Fox McHardy leads a charmed life. Puget Sound penthouse, gorgeous boyfriend, jet-setting job—everything he’s ever wanted, he’s gotten, including the heck out of the small Iowa town he grew up in.  Even the trip he takes to Miami to surprise his boyfriend Jeremy is something of a long-shot wish fulfilled.  Until he arrives in South Florida.  Once things start to unravel, they do so with alarming speed, and he finds himself riding shotgun in a rented convertible with his new worst enemy faster than you can say “I want my old life back.”

For all that he’s self-centered and something of a slow learner, Fox is one of my favorite protagonists.  Crazy Like Fox is the story of his long journey Home, which he finds in the one place he was sure he hadn’t left it.  Like my Author Page on Facebook to RSVP for the online release party, which will include fabulous giveaways, and get the eBook on August 25th for only $5.99 from JMS Books!  It’s funny, it’s sexy, and, like all good airline stories… inspired by stuff that really happened, but totally made up.

Matthew Mitcham, His Ukulele, and Other Suggested Remedies for Olympics Withdrawal

The London Olympics are over.  The Rio Olympics are four years away, with only unglamorous Russia to distract in between.  It’s kinda like that downer point I hit on every international trip, where I’ve had loads of fun eating and shopping and carrying on, but now I’ve checked out of the hotel room — the Fun is over, and there’s still a 10-, 12-, or 14-hour flight between me and my bed.  Boo.

Luckily, Gold-Medal Cutie Patootie Matthew Mitcham doesn’t seem to feel any such post-London depression.  As you see, he has taken his trusty ukulele and galavanted off to Rome, from which hot spot he does us the twin favors of taking off most of his clothes and reinterpreting my very favorite B-52s ditty.

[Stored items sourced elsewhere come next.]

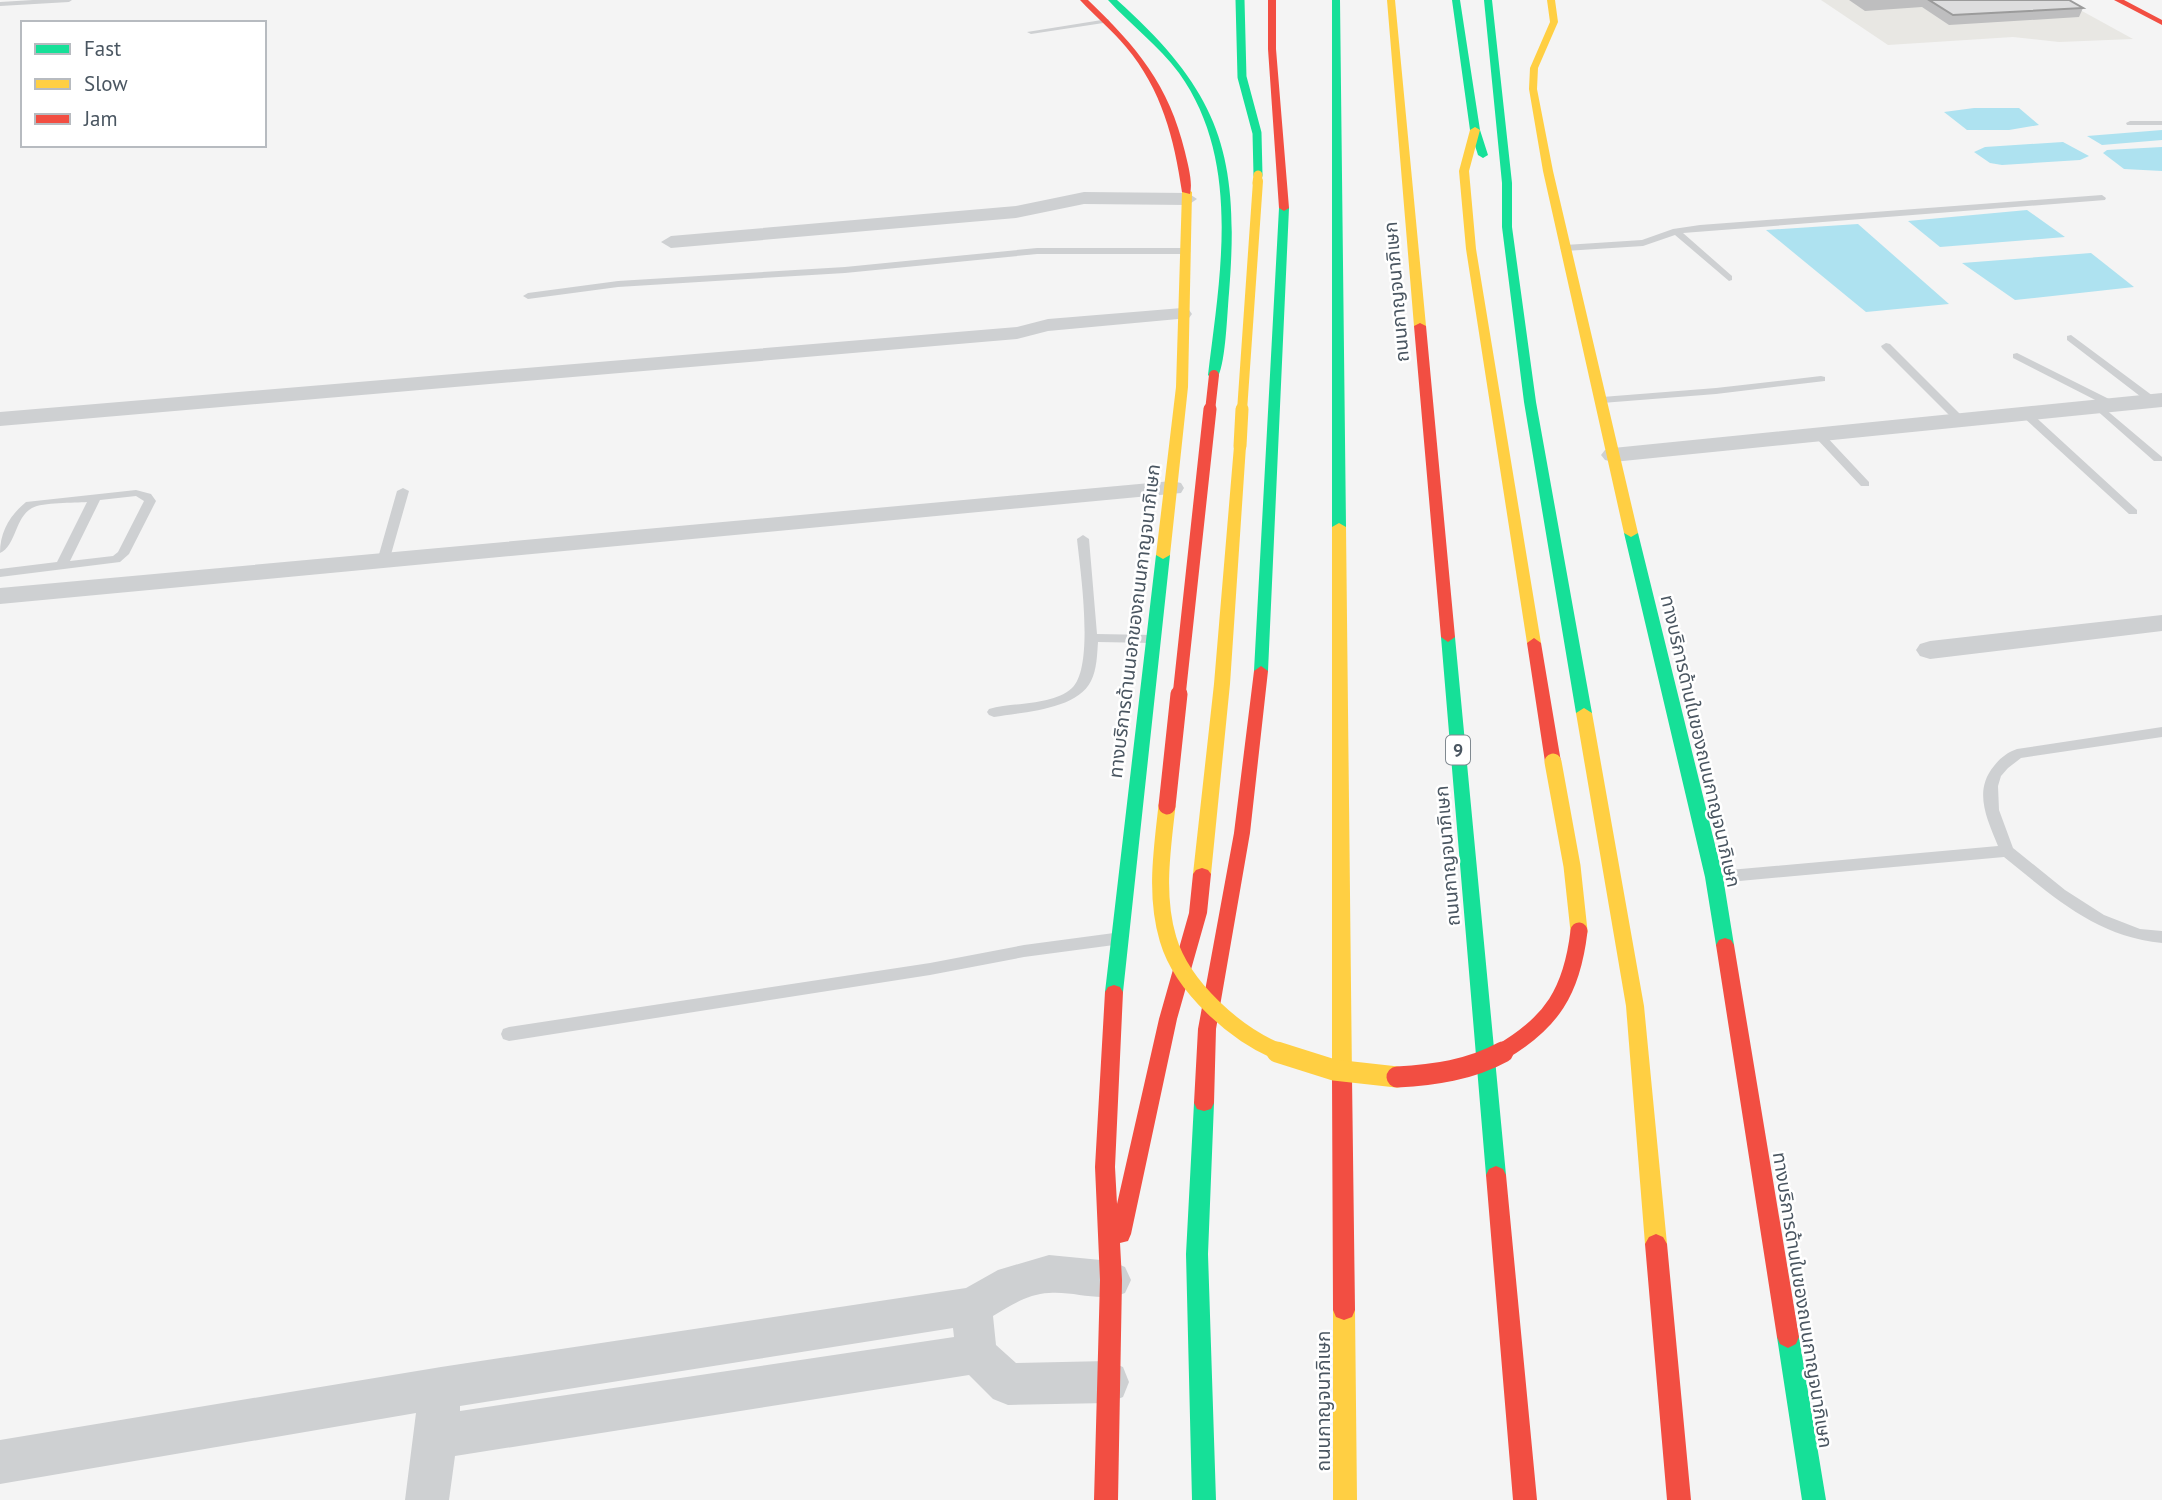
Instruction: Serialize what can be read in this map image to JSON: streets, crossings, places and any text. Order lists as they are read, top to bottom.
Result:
{
  "streets": {
    "main road": [
      "ถนนกาญจนาภิเษก",
      "ทางบริการด้านนอกของถนนกาญจนาภิเษก",
      "ทางบริการด้านในของถนนกาญจนาภิเษก",
      "9"
    ]
  },
  "legend": ["Fast", "Slow", "Jam"]
}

If it’s the sudden dearth of half-naked hot guys that has you missing the Olympics, then, take heart: not only have we apparently not seen the last of Matthew Mitcham (which is already something for which to be plenty grateful), but this Friday, August 31st, we will herald the release of the new anthology, Going for Gold (which you can buy here),a collection of Olympic-themed M/M romantic shorts curated by EM Lynley.  “In this collection of stories,” says Lynley’s blog, “you’ll find there’s a lot more to competing at Olympic level than being the best in one’s field. Expectations and pressures from family, friends, coaches and country add up, and sometimes it’s only the love of the right man who can make the effort worth it. And sometimes, love is more important than going for gold.”

My story in Going for Gold isn’t about diving (don’t fret, Nico Jaye’s is), and it certainly isn’t about Matthew Mitcham, but it is about a hotty named Beau and his life’s ambition to compete in the Olympics.  Not because he’s the World’s Greatest Athlete, you understand, but because he’s “ass-over-teakettle nuts about jocks” and longs to use the Olympic Village as the world’s largest Man Buffet.  In short, he is convinced that the Olympics would be a great place to be gay, and if Matthew Mitcham doesn’t make being a gay Olympian look like a blast, then nothing will.

So if you’ve been going through Olympics withdrawal, pining over Chad Le Clos and Danell Leyva on an endless YouTube loop, stay tuned.  I’ll post all the pertinent info on where and how to get your very own copy of Going for Gold when it is released on Friday, and you’ll feel like you’re right back in London.  And it’ll be way better than the TV coverage was; you’ll get all the drama, you’ll get all the poignant backstory, and we didn’t edit out any of the sexy parts!